Task: Include the line with "Map reading. Give" and every line before it in the entries below, echoed exactly, but not the pictures.

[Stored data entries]
==================================================
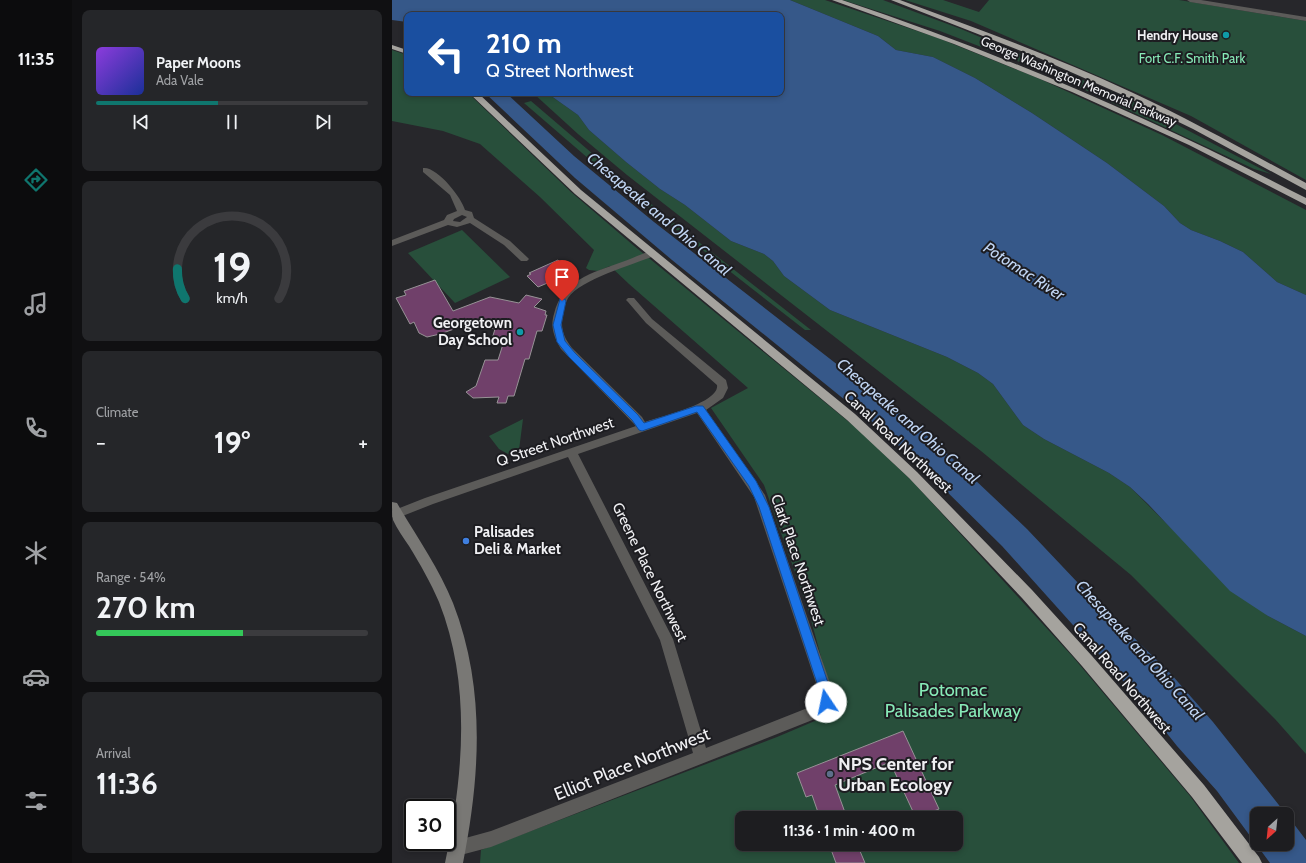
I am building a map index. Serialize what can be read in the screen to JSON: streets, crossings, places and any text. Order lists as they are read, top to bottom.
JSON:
{
  "streets": {
    "highway": ["George Washington Memorial Parkway", "Canal Road Northwest"],
    "street": [
      "Q Street Northwest",
      "Clark Place Northwest",
      "Greene Place Northwest",
      "Elliot Place Northwest"
    ]
  },
  "crossings": [
    ["Q Street Northwest", "Clark Place Northwest"],
    ["Q Street Northwest", "Greene Place Northwest"],
    ["Clark Place Northwest", "Elliot Place Northwest"],
    ["Greene Place Northwest", "Elliot Place Northwest"]
  ],
  "water": ["Chesapeake and Ohio Canal", "Potomac River"],
  "parks": ["Fort C.F. Smith Park", "Potomac Palisades Parkway"],
  "places": [
    "Hendry House",
    "Georgetown Day School",
    "Palisades Deli & Market",
    "NPS Center for Urban Ecology"
  ],
  "north": "bottom left",
  "page": {
    "tabs": "11:35",
    "turn": ["210 m", "Q Street Northwest"],
    "song": ["Paper Moons", "Ada Vale"],
    "tile": [
      "Climate",
      ["Range · 54%", "270 km"],
      ["Arrival", "11:36"]
    ],
    "heat": ["−", "19°", "+"],
    "limit": "30",
    "trip": "11:36 · 1 min · 400 m",
    "gauge": ["19", "km/h"]
  }
}
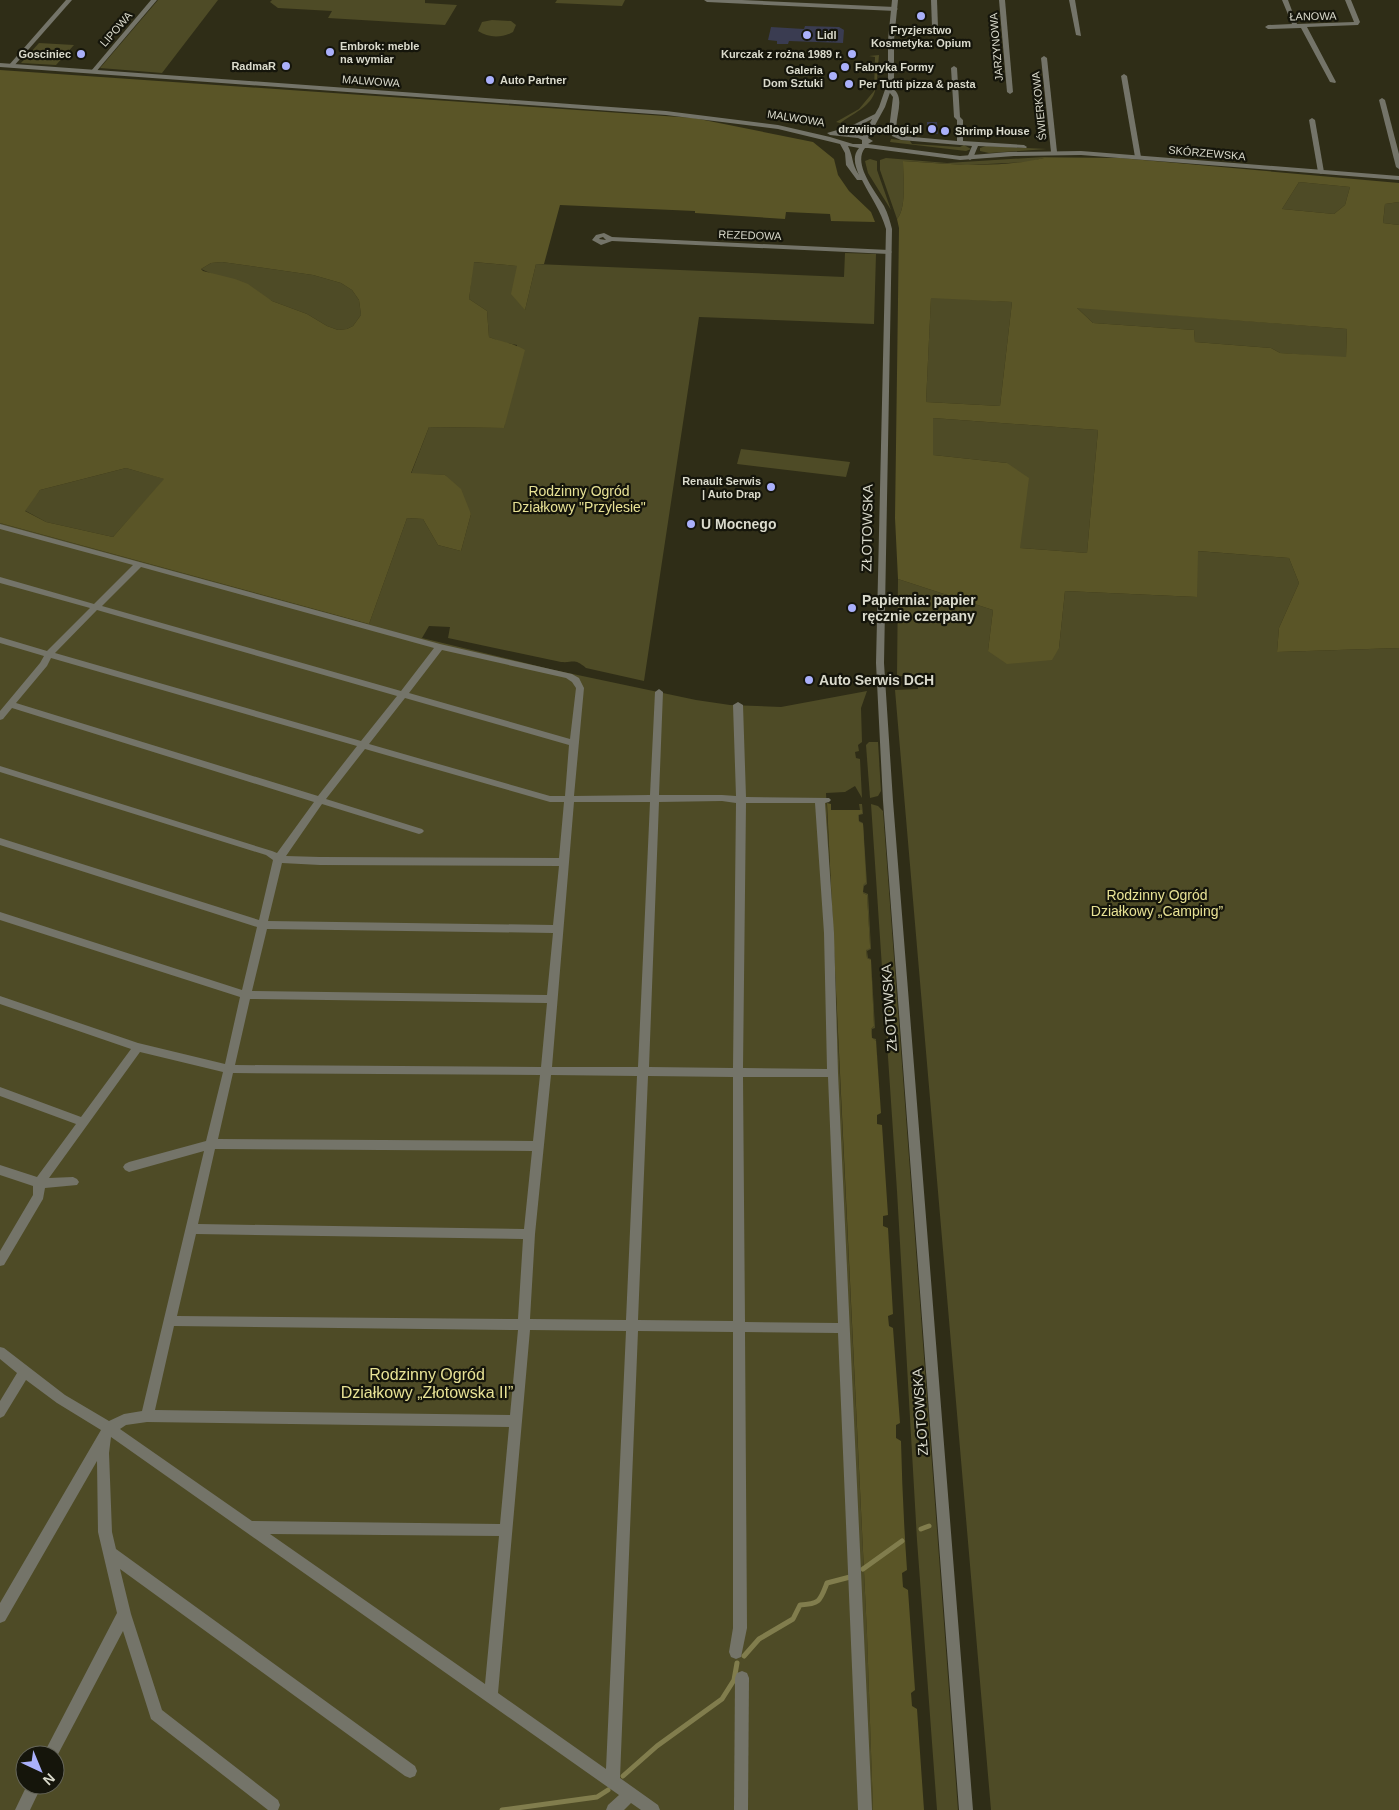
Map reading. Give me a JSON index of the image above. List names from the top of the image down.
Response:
{
  "streets": {
    "street": [
      "ŁANOWA",
      "LIPOWA",
      "JARZYNOWA",
      "MALWOWA",
      "ŚWIERKOWA",
      "SKÓRZEWSKA",
      "REZEDOWA",
      "ZŁOTOWSKA"
    ]
  },
  "crossings": [
    ["LIPOWA", "MALWOWA"],
    ["MALWOWA", "SKÓRZEWSKA"],
    ["MALWOWA", "ZŁOTOWSKA"],
    ["ŚWIERKOWA", "SKÓRZEWSKA"],
    ["REZEDOWA", "ZŁOTOWSKA"]
  ],
  "parks": ["Rodzinny Ogród Działkowy \"Przylesie\"", "Rodzinny Ogród Działkowy „Camping”", "Rodzinny Ogród Działkowy „Złotowska II”"],
  "places": [
    "Fryzjerstwo Kosmetyka: Opium",
    "Lidl",
    "Embrok: meble na wymiar",
    "Gosciniec",
    "Kurczak z rożna 1989 r.",
    "RadmaR",
    "Fabryka Formy",
    "Galeria Dom Sztuki",
    "Auto Partner",
    "Per Tutti pizza & pasta",
    "drzwiipodlogi.pl",
    "Shrimp House",
    "Renault Serwis | Auto Drap",
    "U Mocnego",
    "Papiernia: papier ręcznie czerpany",
    "Auto Serwis DCH"
  ],
  "north": "bottom right"
}
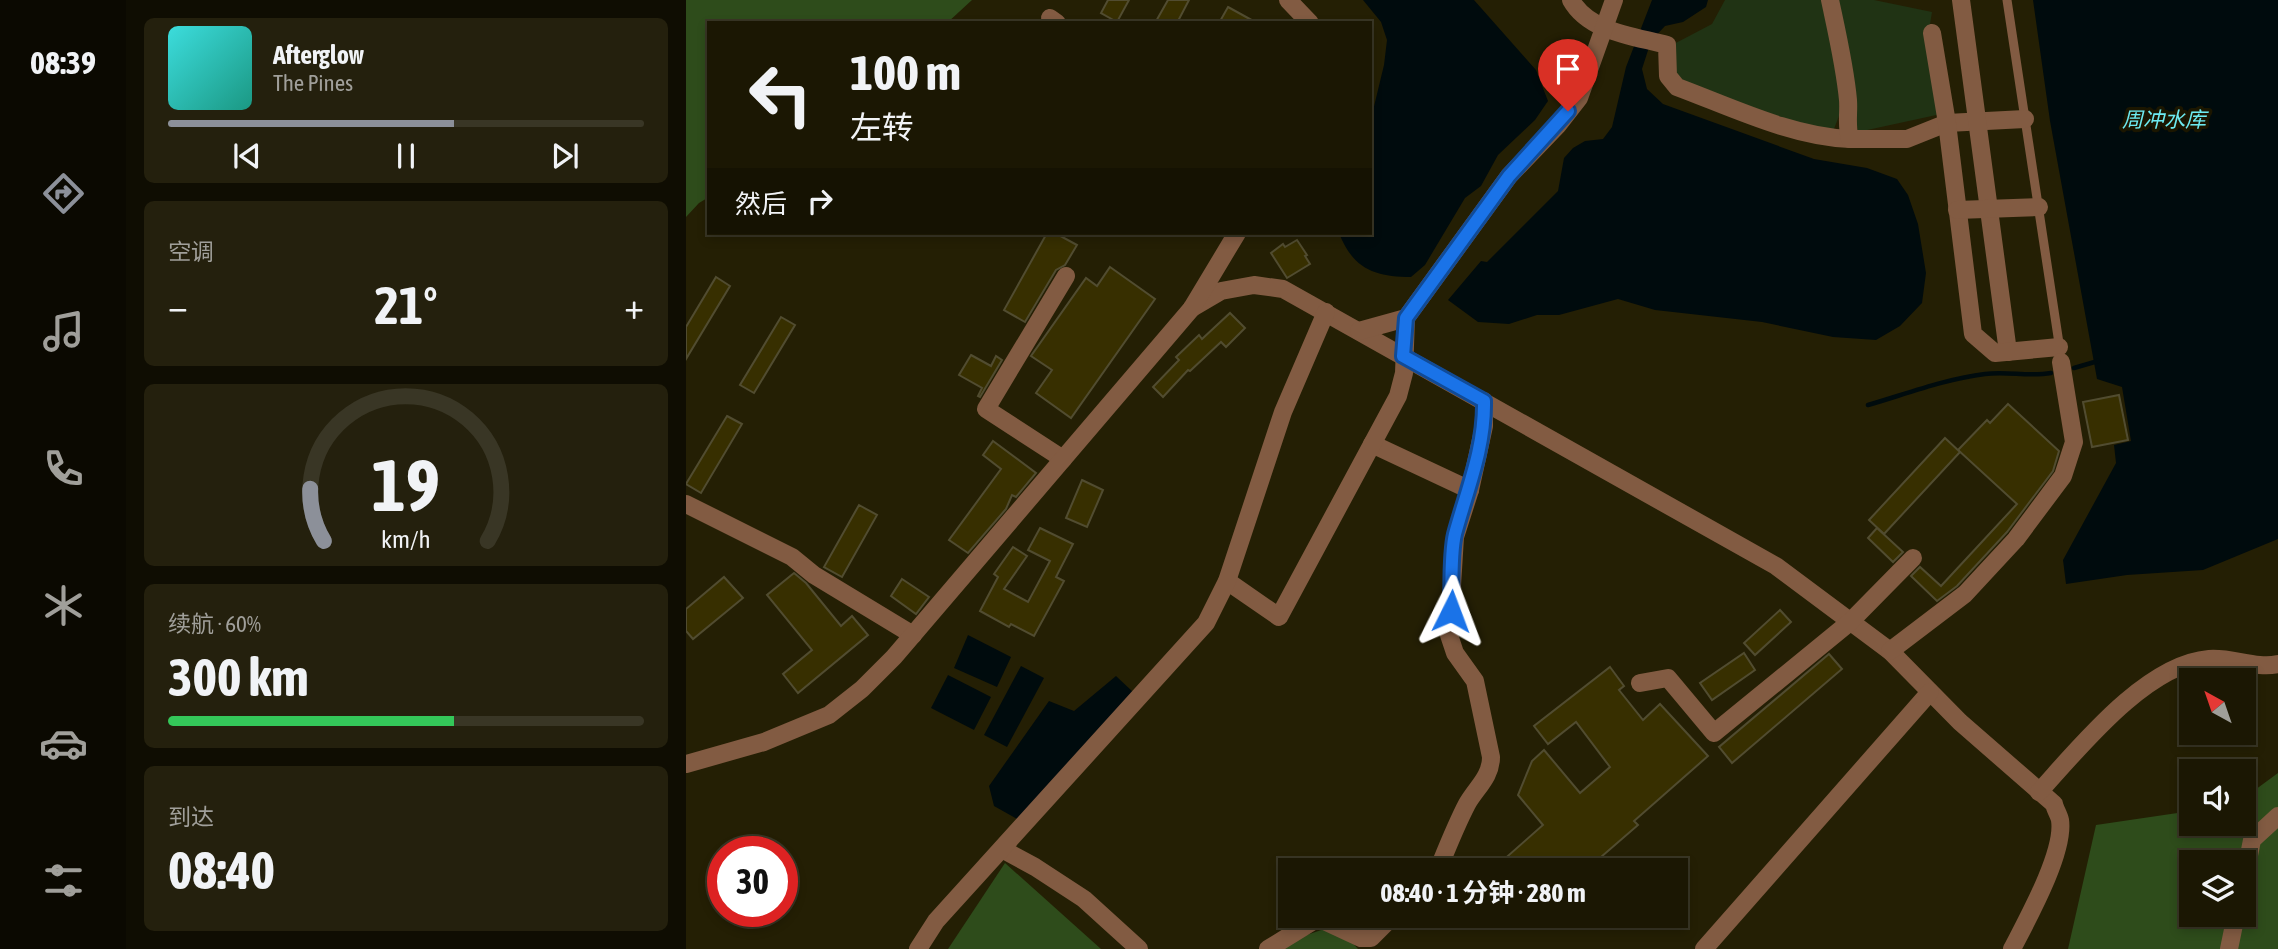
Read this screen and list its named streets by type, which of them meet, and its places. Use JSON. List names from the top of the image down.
==================================================
Answer to the problem:
I am building a map index. Serialize what can be read in the screen to JSON: streets, crossings, places and any text. Order lists as they are read, top to bottom.
JSON:
{
  "streets": {
    "highway": ["George Washington Memorial Parkway", "Canal Road Northwest"],
    "street": [
      "Q Street Northwest",
      "Clark Place Northwest",
      "Greene Place Northwest",
      "Elliot Place Northwest"
    ]
  },
  "crossings": [
    ["Q Street Northwest", "Clark Place Northwest"],
    ["Q Street Northwest", "Greene Place Northwest"],
    ["Clark Place Northwest", "Elliot Place Northwest"],
    ["Greene Place Northwest", "Elliot Place Northwest"]
  ],
  "water": ["Chesapeake and Ohio Canal", "Potomac River"],
  "parks": ["Fort C.F. Smith Park", "Potomac Palisades Parkway"],
  "places": [
    "Hendry House",
    "Georgetown Day School",
    "Palisades Deli & Market",
    "NPS Center for Urban Ecology"
  ],
  "north": "bottom left",
  "page": {
    "tabs": "11:35",
    "turn": ["210 m", "Q Street Northwest"],
    "song": ["Paper Moons", "Ada Vale"],
    "tile": [
      "Climate",
      ["Range · 54%", "270 km"],
      ["Arrival", "11:36"]
    ],
    "heat": ["−", "19°", "+"],
    "limit": "30",
    "trip": "11:36 · 1 min · 400 m",
    "gauge": ["19", "km/h"]
  }
}
Map reading. Give me a JSON index of the image above. List names from the top of the image down.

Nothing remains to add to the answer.